From the records that follow, copy every line that contains the word "road".
====== THE DATA
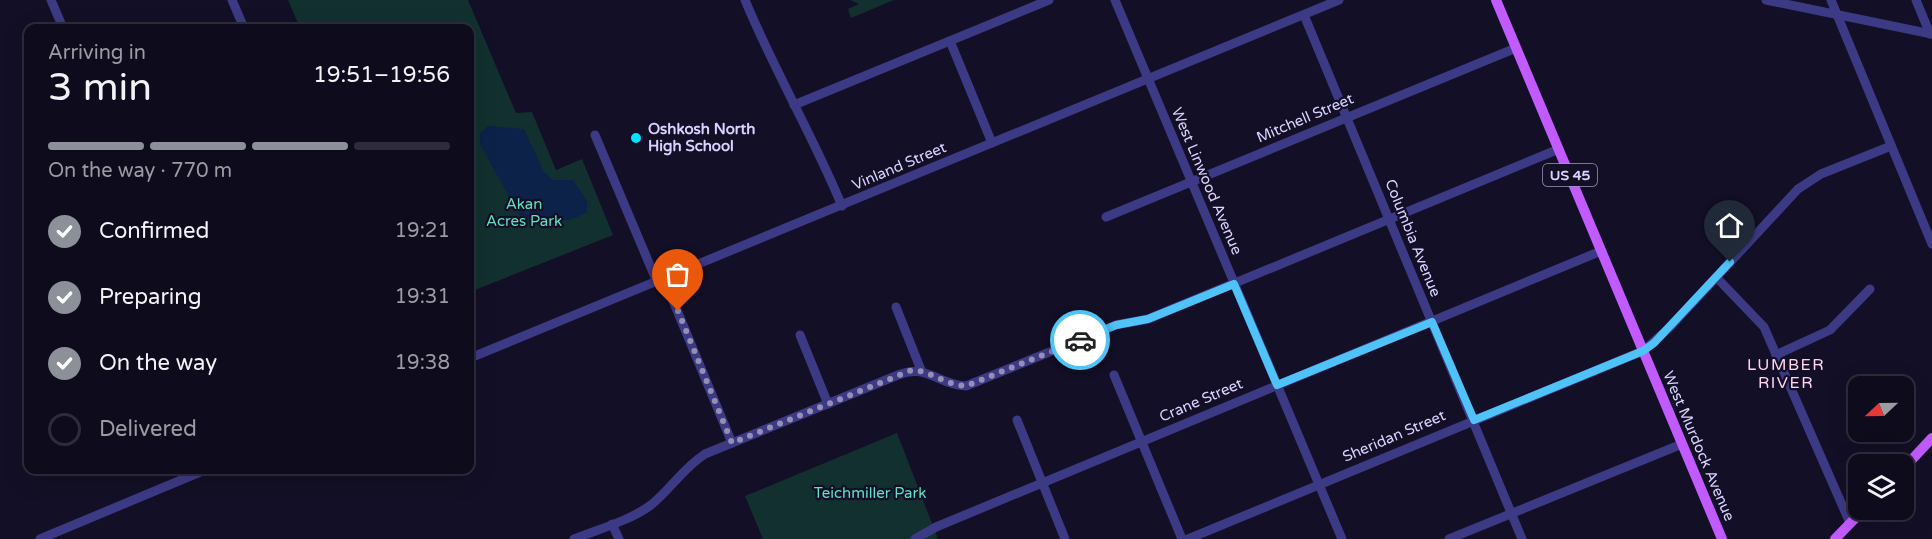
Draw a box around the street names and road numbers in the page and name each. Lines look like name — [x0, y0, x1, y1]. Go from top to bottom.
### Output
============
====== THE DATA
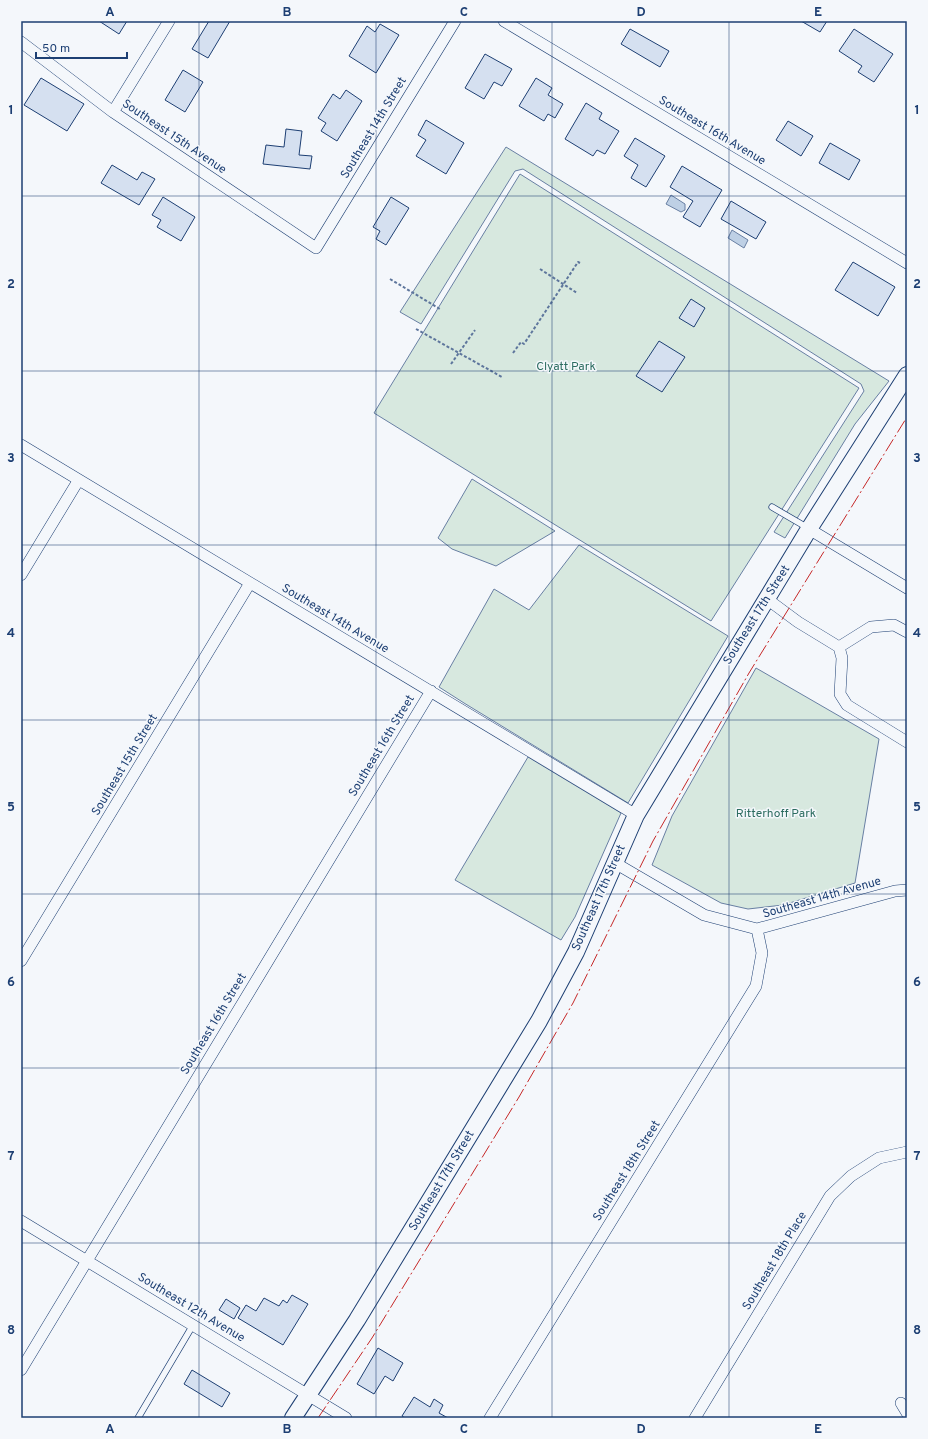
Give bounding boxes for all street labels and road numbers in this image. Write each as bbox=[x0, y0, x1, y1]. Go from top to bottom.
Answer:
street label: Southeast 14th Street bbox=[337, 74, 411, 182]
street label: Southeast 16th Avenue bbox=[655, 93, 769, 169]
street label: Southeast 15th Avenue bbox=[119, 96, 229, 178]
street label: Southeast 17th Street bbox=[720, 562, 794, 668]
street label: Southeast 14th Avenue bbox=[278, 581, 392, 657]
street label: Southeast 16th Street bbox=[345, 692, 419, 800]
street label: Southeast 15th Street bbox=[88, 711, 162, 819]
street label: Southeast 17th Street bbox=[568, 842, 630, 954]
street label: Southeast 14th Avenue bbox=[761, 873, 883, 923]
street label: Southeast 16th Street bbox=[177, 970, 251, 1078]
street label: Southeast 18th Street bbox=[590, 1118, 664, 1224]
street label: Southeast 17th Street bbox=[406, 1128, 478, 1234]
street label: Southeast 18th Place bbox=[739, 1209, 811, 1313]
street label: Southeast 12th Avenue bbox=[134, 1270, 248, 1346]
============
**RESPONSE:**
Draw a box around the street names and road numbers in the page and name each. Lines look like name — [x0, y0, x1, y1]. Go from top to bottom.
Give bounding boxes for all street labels and road numbers in this image. Write each as bbox=[x0, y0, x1, y1]. Go from top to bottom.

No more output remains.